* [Material supplied]:
--*--
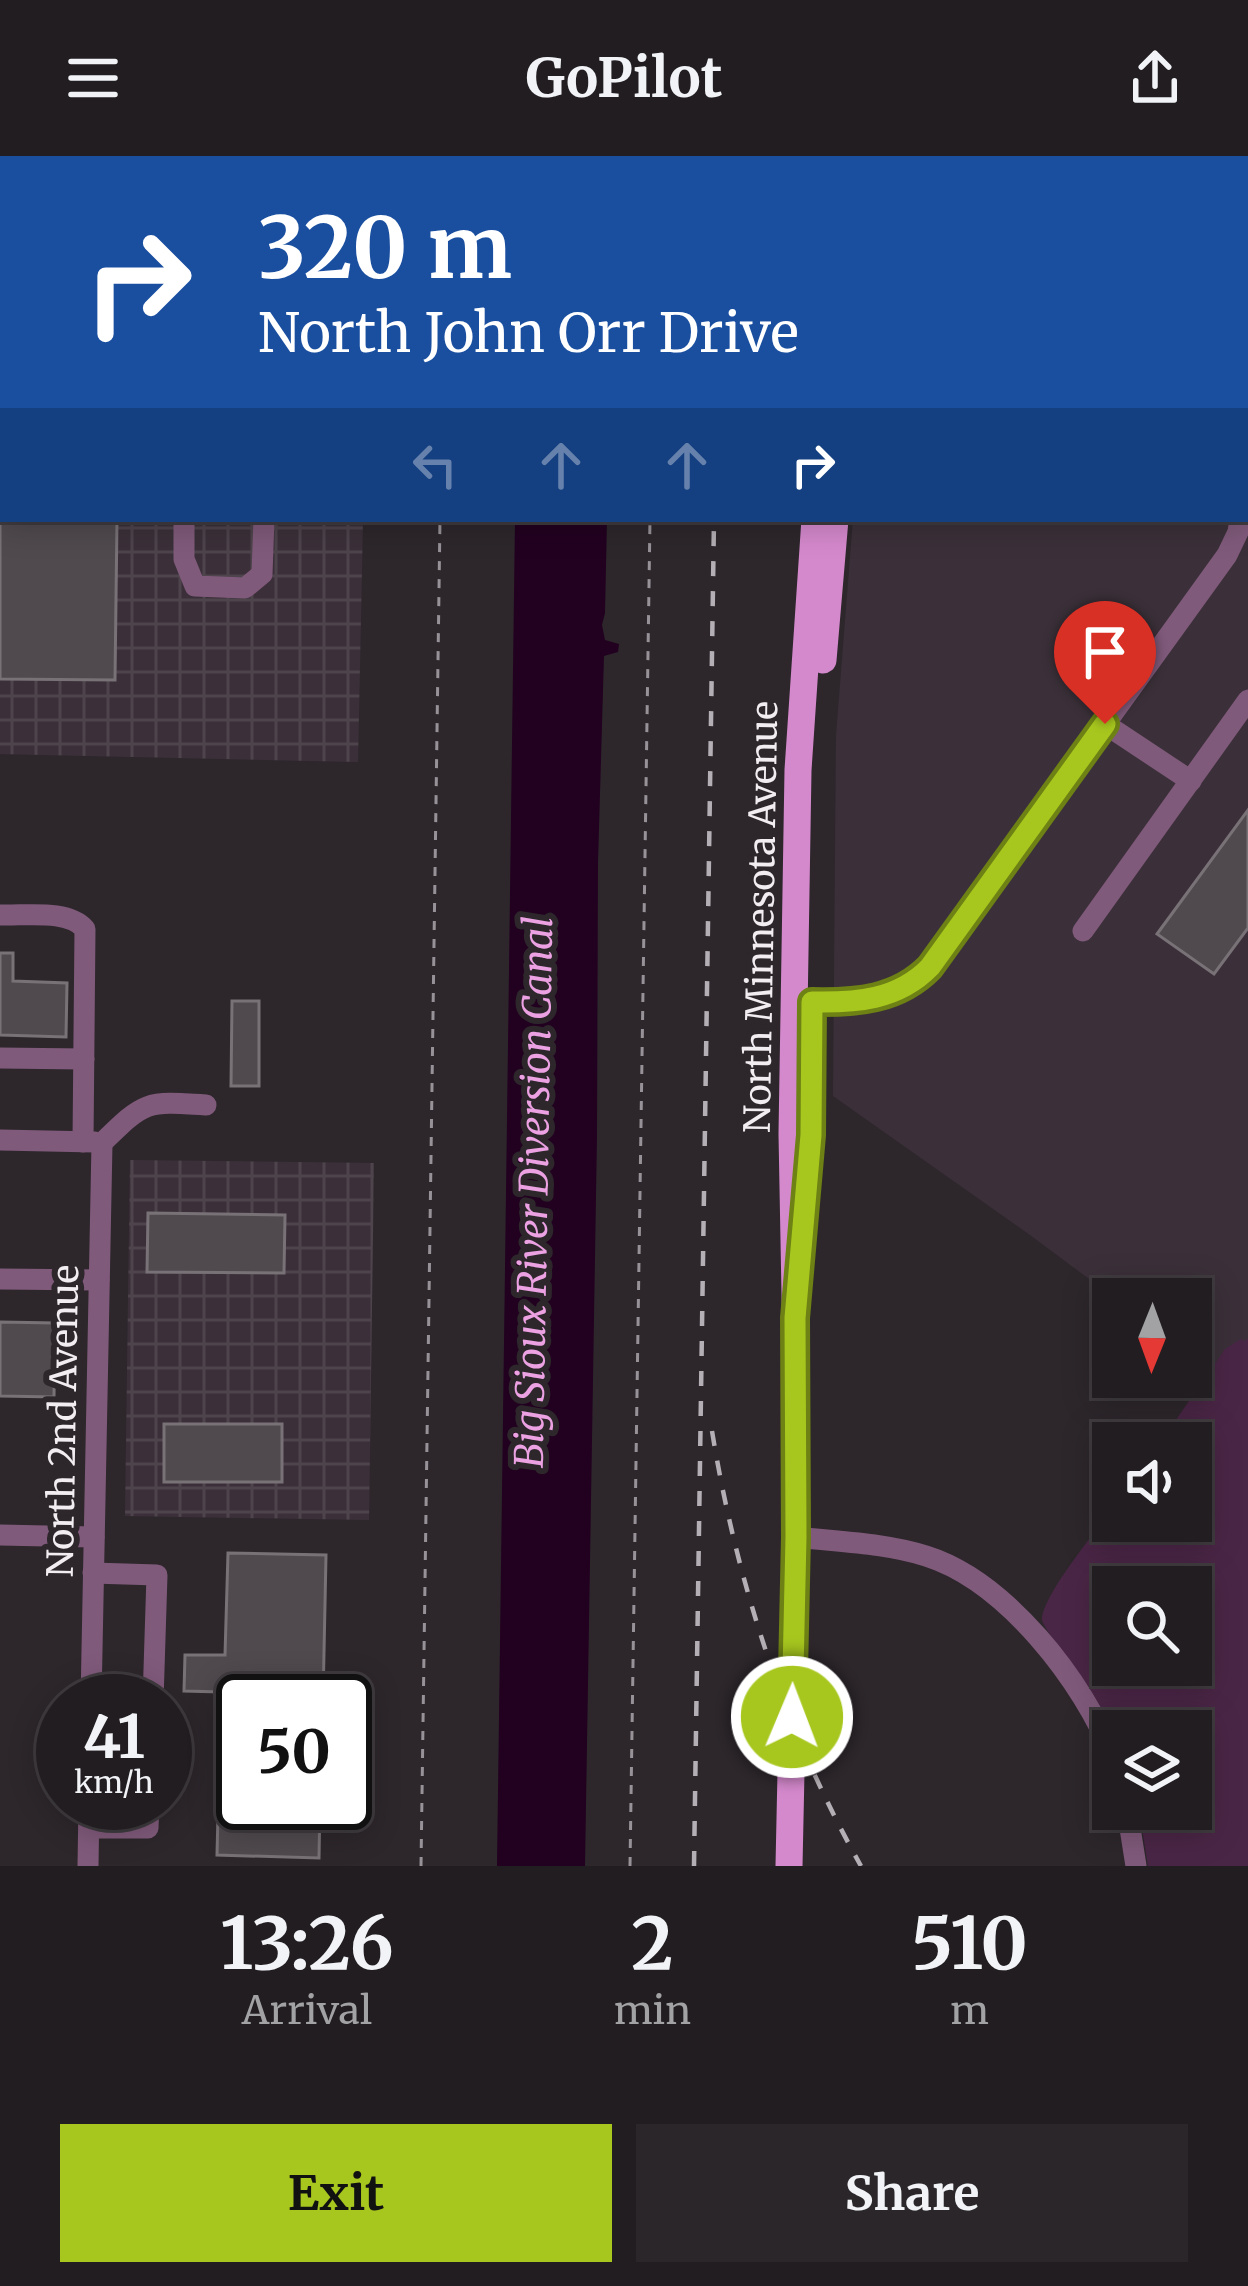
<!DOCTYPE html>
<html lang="en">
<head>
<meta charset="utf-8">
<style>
  :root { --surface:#221d21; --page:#2a262a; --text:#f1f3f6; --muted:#a2a2a5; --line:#3f3b3f; --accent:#a7c71e }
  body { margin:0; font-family:Merriweather,serif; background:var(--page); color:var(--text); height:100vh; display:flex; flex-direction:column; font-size:45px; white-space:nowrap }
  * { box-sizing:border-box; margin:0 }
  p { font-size:39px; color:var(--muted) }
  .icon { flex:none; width:66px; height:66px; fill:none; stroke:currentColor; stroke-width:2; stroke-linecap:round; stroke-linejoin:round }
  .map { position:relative; height:1710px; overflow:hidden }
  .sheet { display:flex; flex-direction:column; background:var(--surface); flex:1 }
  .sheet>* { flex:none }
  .banner { position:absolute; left:0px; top:0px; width:1248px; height:366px; box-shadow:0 6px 30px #0003,0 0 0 3px var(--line); background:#1a4fa0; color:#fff; overflow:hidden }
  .needle { width:78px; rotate:181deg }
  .fabs { position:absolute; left:1092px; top:1122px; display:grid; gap:24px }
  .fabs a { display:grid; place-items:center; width:120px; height:120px; border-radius:0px; background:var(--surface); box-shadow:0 6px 30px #0003,0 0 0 3px var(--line); font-size:60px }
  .speed { position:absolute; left:36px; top:1518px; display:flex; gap:24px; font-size:60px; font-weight:700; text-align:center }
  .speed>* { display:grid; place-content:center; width:156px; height:156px; border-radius:50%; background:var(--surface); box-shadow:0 6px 30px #0003,0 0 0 3px var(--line); line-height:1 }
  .speed small { font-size:30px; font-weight:400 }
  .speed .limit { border:6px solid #111; border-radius:18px; background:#fff; color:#111 }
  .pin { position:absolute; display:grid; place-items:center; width:102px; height:102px; color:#fff; margin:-123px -51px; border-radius:50% 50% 50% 0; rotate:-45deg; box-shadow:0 0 12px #0007 }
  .pin .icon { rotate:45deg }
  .me { position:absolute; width:132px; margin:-66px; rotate:1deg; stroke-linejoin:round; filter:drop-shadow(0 0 9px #0008) }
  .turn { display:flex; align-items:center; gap:42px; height:252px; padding:0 60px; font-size:54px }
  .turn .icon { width:156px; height:156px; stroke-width:2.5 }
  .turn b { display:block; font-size:84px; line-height:102px }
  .lanes { display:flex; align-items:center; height:114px; padding:0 60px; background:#0003; justify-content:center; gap:60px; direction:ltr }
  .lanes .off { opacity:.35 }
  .eta { display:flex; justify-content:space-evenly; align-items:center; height:204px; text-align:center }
  .eta b { font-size:72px; font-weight:700; line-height:84px }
  .action { display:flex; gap:24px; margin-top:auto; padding:24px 60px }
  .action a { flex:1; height:138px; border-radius:0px; background:var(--accent); color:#111; font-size:48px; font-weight:700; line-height:138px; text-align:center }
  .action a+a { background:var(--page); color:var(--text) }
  header { display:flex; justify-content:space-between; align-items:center; height:156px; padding:0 60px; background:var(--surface); font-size:54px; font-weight:700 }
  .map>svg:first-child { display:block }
</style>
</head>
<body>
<header><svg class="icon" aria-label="menu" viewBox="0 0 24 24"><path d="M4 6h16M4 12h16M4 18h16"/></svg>GoPilot<svg class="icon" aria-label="share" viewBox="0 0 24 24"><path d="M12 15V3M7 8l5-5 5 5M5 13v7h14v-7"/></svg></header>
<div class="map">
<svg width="1248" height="1710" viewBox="0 0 1248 1710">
  <defs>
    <pattern id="industrial-grid" width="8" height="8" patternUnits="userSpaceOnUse" patternTransform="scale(3)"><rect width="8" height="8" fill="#3b3039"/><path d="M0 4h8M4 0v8" fill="none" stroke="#4e444c"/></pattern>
  </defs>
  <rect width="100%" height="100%" fill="#2d272c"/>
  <!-- built -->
  <path fill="#3b3039" d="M860,0H1248V1242L1191,1199V1143H1116L1030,1079L833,940L836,580L853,363H1245V3H860Z"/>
  <!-- industrial -->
  <g fill="url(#industrial-grid)">
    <path d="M0,0H425V3H3V66H0Z"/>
    <path d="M0,165H3V363H363L358,606L0,598Z"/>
    <path d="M130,1004L374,1007L369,1364L125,1360Z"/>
  </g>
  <!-- grass -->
  <path fill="#4a2646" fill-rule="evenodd" d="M1248,1182V1710H1148L1139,1653H1191V1575H1117C1107,1557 1043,1473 1042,1464C1041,1441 1097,1374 1113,1352V1365H1191V1287H1160L1225,1193L1241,1183L1245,1185ZM1113,1431H1191V1509H1113Z"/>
  <!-- water -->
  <path fill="#220020" d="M515,363H607L605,457L602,469L605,484L619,488L618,496L604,500L598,707L597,979L585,1710H497Z"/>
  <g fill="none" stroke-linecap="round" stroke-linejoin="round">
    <!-- stream -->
    <path stroke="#220020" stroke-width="4.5" d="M0,132H3"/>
  </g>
  <!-- building -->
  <g fill="#504a4f" stroke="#787277" stroke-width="3">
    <path d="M0,363H117L115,524L0,523Z"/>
    <path d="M1248,654V772L1214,818L1157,778Z"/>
    <path d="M0,797H13V825L67,827L66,881L0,879Z"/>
    <path d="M232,845H259V930H231Z"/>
    <path d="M148,1057L285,1059L284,1117L147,1116Z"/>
    <path d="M0,1166L55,1167L54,1241L0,1240Z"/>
    <rect x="164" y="1268" width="118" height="58"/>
    <path d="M228,1397L326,1399L323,1545H243V1647H320L319,1702L217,1699L221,1536L184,1535L185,1499H225Z"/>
  </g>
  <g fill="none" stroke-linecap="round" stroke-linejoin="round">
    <!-- path -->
    <g stroke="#979297" stroke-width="3" stroke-dasharray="9 9" stroke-linecap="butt">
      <path d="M475,0L476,3"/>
      <path d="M440,3L441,0"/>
      <path d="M656,3V0"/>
      <path d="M421,1710L440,363"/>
      <path d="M630,1710L650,363"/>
    </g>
    <!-- minor -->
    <g stroke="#805a7b" stroke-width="21">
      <path d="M1201,0L1208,3"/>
      <path d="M255,3V0"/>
      <path d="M1245,28L1248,30"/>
      <path d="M1245,194L1248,162"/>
      <path d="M0,195H3"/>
      <path d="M1245,249H1248"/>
      <path d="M184,363V403L195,430L245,432L262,418L264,363"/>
      <path d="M1105,568L1191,625"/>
      <path d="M0,759C26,760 68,753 85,773L83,986"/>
      <path d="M1083,775L1248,544"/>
      <path d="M794,845C844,847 892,849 930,811L1227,399L1238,376L1240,363"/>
      <path d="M0,902L84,903"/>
      <path d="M0,984L95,986"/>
      <path d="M102,987C145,945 145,945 206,949"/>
      <path d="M0,1123L99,1124"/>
      <path d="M0,1379L94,1381"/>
      <path d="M796,1381C839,1386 885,1387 926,1400C1006,1425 1084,1526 1113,1601"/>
      <path d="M93,1417L157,1419L153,1545"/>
      <path d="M91,1545L102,987"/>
      <path d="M1127,1653L1136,1710"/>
      <path d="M89,1672H148L149,1647"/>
      <path d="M88,1710L89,1647"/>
    </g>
    <!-- major -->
    <g stroke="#d589cd" stroke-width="27">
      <path d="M820,0V3"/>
      <path d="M843,3V0"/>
      <path d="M0,84H3"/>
      <path d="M823,504L835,363"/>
      <path d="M789,1710L796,1381V1191L792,978L798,614L815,363"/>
    </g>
    <!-- rail -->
    <g stroke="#b4afb4" stroke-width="4.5" stroke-dasharray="15 15" stroke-linecap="butt">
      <path d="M720,3V0"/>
      <path d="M712,1275C737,1428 785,1575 861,1710"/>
      <path d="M694,1710L714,363"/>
    </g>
  </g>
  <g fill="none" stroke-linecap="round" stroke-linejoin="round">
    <defs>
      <path id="route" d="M792,1561L796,1381L795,1162L811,979L812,846C856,847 898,844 930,811L1105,568"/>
    </defs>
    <!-- route casing -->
    <use href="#route" stroke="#6d8114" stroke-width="30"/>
    <!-- route -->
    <use href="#route" stroke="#a7c71e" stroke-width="21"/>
  </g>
  <g text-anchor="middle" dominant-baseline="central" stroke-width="12" stroke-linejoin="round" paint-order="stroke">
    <!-- street labels -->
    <g font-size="36" fill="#f1edf1" stroke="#2d272c">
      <text transform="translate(761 761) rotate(-89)">North Minnesota Avenue</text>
      <text transform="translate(63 1265) rotate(-89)">North 2nd Avenue</text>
    </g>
    <!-- water labels -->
    <g font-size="39" font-style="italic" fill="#eba1e2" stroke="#2d272c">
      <text transform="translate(534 1036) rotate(-89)">Big Sioux River Diversion Canal</text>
    </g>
  </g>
</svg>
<div class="fabs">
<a><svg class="needle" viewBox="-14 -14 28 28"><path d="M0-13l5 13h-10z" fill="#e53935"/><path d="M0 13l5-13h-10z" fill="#a2a2a5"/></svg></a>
<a><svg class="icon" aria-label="sound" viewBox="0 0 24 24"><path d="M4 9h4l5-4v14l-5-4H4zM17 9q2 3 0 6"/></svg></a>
<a><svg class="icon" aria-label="search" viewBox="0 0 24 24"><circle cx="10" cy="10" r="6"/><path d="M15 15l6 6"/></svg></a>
<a><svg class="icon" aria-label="layers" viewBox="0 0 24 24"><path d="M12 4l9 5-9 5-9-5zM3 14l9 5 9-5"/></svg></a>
</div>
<div class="speed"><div>41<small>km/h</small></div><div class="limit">50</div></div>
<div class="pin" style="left:1105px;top:568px;background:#d93025"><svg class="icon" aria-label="arrive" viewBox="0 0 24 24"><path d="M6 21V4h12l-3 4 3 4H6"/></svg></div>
<svg class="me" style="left:792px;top:1561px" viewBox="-20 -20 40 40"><circle r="17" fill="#a7c71e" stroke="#fff" stroke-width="3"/><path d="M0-11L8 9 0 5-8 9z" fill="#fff"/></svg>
<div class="banner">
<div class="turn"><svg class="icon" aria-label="right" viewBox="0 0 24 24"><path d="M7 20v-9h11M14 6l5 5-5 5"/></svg><div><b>320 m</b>North John Orr Drive</div></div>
<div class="lanes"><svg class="icon off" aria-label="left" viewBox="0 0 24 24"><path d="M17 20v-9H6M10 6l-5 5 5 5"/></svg><svg class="icon off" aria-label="ahead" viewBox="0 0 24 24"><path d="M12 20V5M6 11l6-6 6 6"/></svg><svg class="icon off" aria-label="ahead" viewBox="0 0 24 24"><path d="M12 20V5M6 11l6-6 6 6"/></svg><svg class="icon" aria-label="right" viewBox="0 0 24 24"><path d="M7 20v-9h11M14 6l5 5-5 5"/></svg></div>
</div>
</div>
<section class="sheet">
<div class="eta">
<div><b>13:26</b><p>Arrival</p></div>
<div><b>2</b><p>min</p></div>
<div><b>510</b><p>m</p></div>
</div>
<div class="action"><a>Exit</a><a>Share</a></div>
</section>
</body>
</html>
--*--
* [About this exercise]:
Copy all lines from the material that include "body".

* [Task output]:
  body { margin:0; font-family:Merriweather,serif; background:var(--page); color:var(--text); height:100vh; display:flex; flex-direction:column; font-size:45px; white-space:nowrap }
<body>
</body>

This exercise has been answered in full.